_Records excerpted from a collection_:
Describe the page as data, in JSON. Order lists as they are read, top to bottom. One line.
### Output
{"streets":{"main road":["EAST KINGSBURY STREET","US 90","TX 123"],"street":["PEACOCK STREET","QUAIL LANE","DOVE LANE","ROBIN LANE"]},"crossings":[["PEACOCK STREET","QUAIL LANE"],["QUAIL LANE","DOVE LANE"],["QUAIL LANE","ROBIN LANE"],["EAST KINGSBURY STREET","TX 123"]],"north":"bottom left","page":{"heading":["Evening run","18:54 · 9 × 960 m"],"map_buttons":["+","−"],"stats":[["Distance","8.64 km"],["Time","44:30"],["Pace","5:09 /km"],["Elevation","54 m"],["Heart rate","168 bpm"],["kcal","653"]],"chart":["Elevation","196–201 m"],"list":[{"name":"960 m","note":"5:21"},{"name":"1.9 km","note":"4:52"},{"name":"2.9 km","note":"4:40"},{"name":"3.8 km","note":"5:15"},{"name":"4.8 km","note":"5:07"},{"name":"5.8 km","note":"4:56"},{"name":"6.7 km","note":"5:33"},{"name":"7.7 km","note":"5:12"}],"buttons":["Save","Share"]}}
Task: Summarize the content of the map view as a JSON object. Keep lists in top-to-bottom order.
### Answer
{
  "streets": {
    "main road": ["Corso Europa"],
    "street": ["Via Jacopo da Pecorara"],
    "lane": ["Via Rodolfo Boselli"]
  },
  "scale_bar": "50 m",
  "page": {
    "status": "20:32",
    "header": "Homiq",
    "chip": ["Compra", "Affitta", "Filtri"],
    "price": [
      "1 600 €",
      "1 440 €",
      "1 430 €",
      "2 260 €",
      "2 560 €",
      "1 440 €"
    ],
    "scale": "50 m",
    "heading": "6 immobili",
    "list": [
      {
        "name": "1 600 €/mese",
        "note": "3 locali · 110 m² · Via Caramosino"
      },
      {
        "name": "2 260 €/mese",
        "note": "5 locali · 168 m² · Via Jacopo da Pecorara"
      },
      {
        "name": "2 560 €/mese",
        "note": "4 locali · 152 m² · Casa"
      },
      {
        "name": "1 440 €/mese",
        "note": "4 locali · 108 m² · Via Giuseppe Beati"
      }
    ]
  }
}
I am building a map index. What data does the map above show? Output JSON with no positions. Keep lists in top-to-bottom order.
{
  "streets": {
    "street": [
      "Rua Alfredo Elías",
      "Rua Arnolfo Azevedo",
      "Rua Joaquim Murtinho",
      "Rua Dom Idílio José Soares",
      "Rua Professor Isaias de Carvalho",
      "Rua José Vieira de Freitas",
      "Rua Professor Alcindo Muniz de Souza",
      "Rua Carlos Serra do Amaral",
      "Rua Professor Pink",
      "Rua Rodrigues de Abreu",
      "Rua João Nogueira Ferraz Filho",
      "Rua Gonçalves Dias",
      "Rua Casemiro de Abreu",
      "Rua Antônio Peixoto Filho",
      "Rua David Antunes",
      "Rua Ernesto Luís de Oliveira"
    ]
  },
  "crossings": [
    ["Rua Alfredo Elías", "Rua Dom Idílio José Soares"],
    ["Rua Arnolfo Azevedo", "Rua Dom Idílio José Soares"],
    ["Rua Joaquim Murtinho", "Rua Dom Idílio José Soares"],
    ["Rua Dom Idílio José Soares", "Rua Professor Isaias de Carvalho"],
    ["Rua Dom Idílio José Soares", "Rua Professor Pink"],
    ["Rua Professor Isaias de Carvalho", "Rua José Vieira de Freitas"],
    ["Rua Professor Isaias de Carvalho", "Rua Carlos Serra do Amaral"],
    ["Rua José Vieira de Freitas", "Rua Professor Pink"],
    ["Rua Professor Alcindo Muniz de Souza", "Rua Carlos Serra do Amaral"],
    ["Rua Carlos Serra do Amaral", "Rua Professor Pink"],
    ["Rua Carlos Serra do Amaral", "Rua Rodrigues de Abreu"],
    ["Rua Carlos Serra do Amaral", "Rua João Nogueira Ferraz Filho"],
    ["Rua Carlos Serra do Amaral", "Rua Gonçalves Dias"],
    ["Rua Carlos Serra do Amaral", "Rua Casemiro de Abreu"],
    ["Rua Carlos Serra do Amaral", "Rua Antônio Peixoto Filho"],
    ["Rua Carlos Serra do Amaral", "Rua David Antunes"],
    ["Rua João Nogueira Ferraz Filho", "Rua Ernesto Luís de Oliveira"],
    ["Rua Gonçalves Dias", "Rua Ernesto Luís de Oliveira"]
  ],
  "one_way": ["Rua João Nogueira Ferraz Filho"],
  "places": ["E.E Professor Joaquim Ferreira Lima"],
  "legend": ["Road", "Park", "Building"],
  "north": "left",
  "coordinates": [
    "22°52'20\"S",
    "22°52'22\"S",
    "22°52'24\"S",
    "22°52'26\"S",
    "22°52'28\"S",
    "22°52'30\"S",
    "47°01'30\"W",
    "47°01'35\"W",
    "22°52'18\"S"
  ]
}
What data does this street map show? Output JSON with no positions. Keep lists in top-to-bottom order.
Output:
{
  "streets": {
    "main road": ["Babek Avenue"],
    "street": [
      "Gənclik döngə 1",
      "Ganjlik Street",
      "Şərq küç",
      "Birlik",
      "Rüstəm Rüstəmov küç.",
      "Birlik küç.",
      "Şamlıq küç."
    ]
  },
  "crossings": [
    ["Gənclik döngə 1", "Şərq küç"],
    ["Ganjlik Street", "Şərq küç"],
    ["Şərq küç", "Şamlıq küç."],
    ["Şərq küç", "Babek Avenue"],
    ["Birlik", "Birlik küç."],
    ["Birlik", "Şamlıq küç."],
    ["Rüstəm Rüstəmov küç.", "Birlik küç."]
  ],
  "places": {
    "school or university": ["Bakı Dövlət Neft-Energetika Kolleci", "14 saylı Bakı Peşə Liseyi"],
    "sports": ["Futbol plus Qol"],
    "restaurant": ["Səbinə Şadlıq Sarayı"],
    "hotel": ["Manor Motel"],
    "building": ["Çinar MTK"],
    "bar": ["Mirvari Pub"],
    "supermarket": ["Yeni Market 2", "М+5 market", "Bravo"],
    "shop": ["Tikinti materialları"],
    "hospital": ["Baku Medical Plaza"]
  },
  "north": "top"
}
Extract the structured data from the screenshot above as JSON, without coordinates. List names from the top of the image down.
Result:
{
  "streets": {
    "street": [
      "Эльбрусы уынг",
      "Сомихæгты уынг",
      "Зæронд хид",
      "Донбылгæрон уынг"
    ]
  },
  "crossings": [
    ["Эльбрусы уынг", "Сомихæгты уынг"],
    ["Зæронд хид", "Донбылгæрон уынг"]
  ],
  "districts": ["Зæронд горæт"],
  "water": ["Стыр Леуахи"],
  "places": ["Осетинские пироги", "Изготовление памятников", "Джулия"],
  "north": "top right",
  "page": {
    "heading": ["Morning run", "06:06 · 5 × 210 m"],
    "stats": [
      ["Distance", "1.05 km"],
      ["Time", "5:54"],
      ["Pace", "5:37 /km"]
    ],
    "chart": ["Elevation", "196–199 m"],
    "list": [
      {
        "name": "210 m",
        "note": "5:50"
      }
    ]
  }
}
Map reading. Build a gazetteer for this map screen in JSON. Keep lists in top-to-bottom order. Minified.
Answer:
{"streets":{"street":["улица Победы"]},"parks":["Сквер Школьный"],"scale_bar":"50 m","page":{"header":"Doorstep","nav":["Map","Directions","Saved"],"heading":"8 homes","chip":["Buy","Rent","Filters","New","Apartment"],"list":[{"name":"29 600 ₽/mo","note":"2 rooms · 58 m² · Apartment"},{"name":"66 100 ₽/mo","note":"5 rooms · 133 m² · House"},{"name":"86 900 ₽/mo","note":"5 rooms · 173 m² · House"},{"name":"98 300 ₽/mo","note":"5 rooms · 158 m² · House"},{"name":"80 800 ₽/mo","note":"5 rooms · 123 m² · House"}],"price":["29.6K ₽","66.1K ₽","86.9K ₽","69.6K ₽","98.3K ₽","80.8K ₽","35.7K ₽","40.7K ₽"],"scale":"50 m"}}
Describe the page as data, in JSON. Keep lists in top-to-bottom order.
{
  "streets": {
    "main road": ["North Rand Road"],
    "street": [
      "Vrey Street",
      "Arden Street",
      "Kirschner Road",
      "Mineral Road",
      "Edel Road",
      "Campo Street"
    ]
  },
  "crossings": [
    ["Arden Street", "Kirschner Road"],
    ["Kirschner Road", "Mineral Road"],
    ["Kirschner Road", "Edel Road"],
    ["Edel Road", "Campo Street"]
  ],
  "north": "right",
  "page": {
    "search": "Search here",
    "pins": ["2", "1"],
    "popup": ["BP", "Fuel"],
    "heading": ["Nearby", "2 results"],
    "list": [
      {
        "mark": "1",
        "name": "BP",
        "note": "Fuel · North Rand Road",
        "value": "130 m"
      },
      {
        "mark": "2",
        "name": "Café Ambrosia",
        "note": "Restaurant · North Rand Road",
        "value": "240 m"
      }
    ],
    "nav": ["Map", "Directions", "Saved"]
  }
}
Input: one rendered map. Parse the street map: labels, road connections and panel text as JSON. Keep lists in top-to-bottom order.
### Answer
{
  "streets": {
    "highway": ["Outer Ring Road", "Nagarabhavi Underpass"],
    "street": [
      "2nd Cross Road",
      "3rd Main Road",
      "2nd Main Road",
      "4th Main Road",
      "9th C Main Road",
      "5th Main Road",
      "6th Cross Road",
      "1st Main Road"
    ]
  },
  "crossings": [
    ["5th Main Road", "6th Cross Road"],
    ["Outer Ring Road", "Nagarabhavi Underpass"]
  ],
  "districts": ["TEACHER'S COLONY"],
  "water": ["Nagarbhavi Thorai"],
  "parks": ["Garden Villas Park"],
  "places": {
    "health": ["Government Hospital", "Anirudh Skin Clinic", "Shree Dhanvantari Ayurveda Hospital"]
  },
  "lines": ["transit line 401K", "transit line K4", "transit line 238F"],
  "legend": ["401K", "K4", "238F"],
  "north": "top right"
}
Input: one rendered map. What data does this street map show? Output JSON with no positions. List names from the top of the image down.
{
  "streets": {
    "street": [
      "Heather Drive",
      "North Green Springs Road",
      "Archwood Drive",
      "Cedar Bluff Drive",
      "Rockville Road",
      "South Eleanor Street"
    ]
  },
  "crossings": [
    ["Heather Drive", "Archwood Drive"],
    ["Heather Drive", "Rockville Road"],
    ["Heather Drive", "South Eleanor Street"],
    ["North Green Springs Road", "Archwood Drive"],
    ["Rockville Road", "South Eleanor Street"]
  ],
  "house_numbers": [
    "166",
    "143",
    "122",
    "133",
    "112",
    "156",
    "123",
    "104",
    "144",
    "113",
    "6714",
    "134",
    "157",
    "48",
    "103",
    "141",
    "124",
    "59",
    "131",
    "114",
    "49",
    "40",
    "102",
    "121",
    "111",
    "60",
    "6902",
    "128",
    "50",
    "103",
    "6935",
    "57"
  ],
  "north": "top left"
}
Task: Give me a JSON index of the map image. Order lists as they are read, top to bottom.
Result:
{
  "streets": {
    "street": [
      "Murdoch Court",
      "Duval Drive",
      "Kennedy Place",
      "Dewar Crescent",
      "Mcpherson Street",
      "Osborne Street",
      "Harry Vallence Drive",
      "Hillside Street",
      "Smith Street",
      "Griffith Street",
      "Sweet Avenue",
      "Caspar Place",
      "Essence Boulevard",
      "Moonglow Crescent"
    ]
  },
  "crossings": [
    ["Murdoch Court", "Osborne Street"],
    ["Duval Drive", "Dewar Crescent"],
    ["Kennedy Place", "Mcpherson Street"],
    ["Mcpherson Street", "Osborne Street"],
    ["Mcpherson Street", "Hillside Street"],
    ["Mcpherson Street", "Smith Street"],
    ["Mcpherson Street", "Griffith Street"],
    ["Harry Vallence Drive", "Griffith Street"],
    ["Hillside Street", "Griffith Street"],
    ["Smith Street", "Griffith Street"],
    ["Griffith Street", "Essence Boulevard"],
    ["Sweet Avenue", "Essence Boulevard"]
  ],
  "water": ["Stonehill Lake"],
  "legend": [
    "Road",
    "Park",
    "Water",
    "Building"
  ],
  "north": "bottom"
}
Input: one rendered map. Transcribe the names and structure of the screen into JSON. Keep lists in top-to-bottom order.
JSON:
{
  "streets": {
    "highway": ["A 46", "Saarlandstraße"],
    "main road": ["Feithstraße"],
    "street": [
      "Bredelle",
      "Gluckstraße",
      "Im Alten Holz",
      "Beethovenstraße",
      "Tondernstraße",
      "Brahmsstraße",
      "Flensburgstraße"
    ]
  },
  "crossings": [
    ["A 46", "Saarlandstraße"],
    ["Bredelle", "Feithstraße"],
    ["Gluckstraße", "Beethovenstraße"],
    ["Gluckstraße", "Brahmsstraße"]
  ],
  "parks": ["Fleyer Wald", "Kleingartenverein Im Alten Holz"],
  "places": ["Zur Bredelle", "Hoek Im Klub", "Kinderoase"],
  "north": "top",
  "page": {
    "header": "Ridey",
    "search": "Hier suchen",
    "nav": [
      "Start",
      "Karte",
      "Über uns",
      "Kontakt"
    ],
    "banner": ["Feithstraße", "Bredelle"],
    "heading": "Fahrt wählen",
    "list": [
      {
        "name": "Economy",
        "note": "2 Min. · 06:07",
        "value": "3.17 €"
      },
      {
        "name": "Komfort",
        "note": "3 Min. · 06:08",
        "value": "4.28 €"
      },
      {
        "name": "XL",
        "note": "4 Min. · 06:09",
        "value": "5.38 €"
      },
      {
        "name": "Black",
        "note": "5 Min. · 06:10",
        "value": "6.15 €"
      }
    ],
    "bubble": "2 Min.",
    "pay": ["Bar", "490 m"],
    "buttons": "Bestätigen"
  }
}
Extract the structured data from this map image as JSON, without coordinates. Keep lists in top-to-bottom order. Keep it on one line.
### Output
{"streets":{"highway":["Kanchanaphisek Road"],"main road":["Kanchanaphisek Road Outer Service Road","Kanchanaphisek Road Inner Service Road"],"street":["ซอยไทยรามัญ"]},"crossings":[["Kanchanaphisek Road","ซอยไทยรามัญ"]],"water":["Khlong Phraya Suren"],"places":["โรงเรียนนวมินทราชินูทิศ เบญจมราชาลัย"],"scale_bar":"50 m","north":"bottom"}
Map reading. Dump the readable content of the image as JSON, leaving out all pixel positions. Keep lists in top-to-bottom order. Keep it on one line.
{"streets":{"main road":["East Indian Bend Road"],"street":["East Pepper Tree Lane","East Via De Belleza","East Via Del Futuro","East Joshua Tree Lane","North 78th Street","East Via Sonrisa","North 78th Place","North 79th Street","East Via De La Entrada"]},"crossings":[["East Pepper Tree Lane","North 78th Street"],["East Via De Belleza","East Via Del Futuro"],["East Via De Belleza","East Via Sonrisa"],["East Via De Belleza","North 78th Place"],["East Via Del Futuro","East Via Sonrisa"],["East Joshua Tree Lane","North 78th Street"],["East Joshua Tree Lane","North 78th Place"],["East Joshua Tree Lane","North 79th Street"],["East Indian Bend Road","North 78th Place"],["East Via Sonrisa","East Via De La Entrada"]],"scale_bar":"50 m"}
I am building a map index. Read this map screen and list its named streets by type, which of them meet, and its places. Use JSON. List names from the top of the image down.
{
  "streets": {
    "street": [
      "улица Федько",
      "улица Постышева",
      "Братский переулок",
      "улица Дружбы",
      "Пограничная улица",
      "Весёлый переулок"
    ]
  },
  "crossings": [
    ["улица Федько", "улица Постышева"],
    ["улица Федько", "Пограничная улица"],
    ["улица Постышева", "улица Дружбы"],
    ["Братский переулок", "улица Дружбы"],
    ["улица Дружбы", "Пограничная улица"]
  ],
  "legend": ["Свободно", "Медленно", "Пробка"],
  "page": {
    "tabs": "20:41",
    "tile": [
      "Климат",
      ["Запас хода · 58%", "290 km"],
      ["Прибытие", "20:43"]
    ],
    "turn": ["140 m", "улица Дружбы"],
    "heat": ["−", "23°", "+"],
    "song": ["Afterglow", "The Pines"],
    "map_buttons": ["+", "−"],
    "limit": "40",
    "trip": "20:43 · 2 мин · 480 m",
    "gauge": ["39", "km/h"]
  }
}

_What is needed_:
Look for the word "does". Copy out every line of the data that has it.

_Exercise answer_:
I am building a map index. What data does the map above show? Output JSON with no positions. Keep lists in top-to-bottom order.
What data does this street map show? Output JSON with no positions. Keep lists in top-to-bottom order.
Input: one rendered map. What data does this street map show? Output JSON with no positions. List names from the top of the image down.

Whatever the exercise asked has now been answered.